First, this case concerns the 2021 Request, not the 2019 Request. The requests are similar, but not the same: the 2021 Request was issued by a new Congress, seeks returns and return information for different tax years, and was accompanied by its own detailed explanation of the Committee's legislative and oversight needs. Courts should respect Congress's prerogative to define its requests for information to the Executive Branch as it sees fit. See id. (“That the two subpoenas are substantively identical does not mean there has only ever been one Mazars subpoena. The [second] Subpoena is a new demand for records. . . .”).

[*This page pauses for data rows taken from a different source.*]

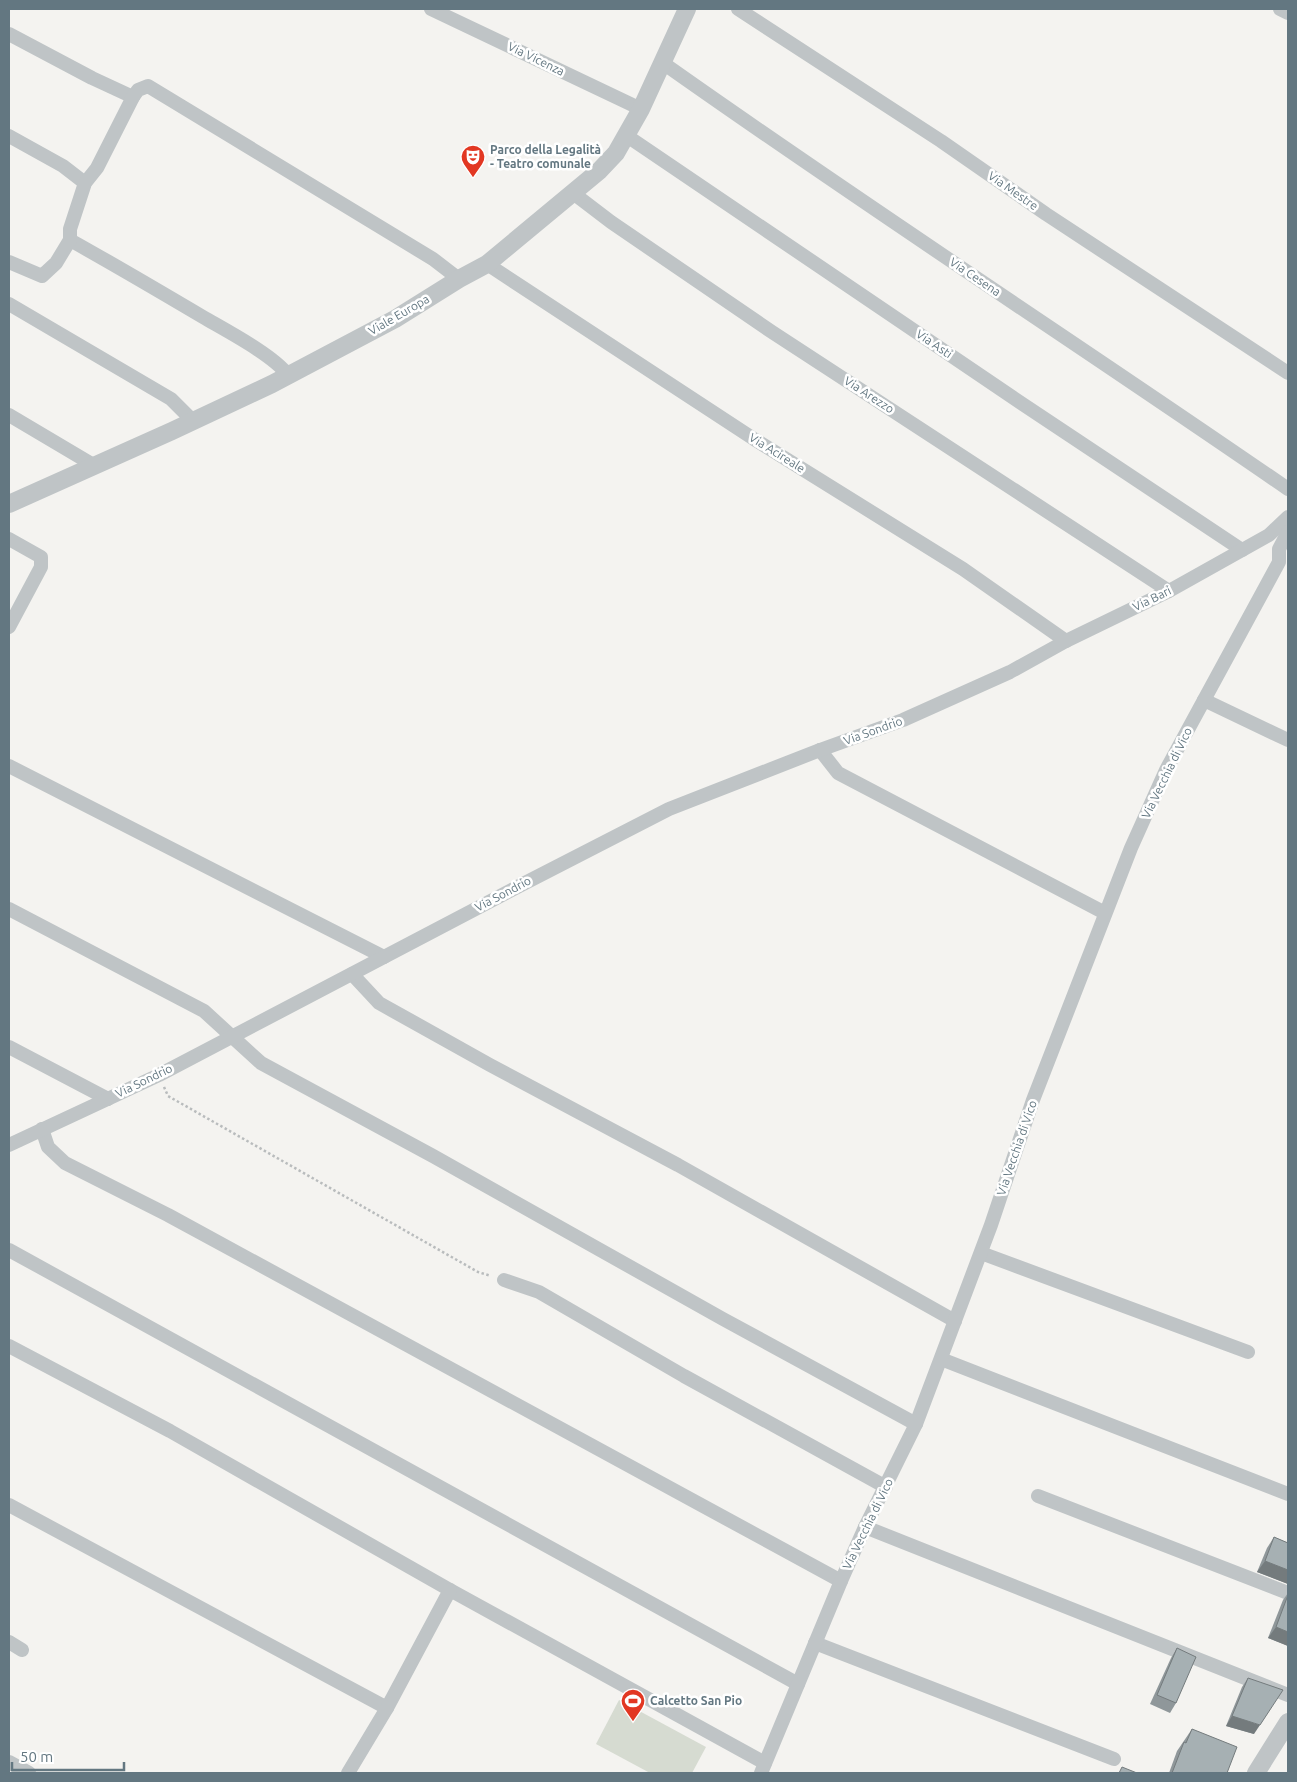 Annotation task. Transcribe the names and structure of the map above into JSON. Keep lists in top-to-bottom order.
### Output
{
  "streets": {
    "street": [
      "Via Vicenza",
      "Via Mestre",
      "Via Cesena",
      "Viale Europa",
      "Via Asti",
      "Via Arezzo",
      "Via Acireale",
      "Via Bari",
      "Via Sondrio",
      "Via Vecchia di Vico"
    ]
  },
  "crossings": [
    ["Via Vicenza", "Viale Europa"],
    ["Via Cesena", "Viale Europa"],
    ["Viale Europa", "Via Asti"],
    ["Viale Europa", "Via Arezzo"],
    ["Viale Europa", "Via Acireale"],
    ["Via Asti", "Via Bari"],
    ["Via Arezzo", "Via Bari"],
    ["Via Acireale", "Via Bari"],
    ["Via Bari", "Via Sondrio"]
  ],
  "places": {
    "theatre": ["Parco della Legalità - Teatro comunale"],
    "sports": ["Calcetto San Pio"]
  },
  "scale_bar": "50 m"
}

Second, even if the two requests were one and the same, because Mr. Trump seeks to enjoin Treasury's compliance with the request, the request's validity must be assessed based on the current circumstances. See id. at *12 (giving “due weight to post-subpoena developments” because prospective relief was sought). It is well-established that the question of prospective enforcement vel non — which is what this case involves — is determined based on the facts and circumstances existing at the time of the judgment. See, e.g., id.; Duplex Printing Press Co. v. Deering, 254 U.S. 443, 464 (1921) (“this form of relief operates only in futuro, and the right to it must be determined as of the time of the hearing”); Tory v. Cochran, 544 U.S. 734, 737-738 (2005); Landgraf v. USI Film Prods., 511 U.S. 244, 274 (1994). In fact, the D.C. Circuit previously dismissed a lawsuit seeking to enforce a Congressional subpoena because “the Committee's argument that the subpoenaed materials are necessary to its legislative judgments ha[d] been substantially undermined by [the] subsequent” actions disclosing the information sought. Senate Select Comm. on Presidential Campaign Activities, 498 F.2d at 732-733. The same principle applies here. And even if viewed as a single request articulated through the Committee's statements in 2019 and in 2021, the request is constitutionally valid, for all the reasons discussed in this motion.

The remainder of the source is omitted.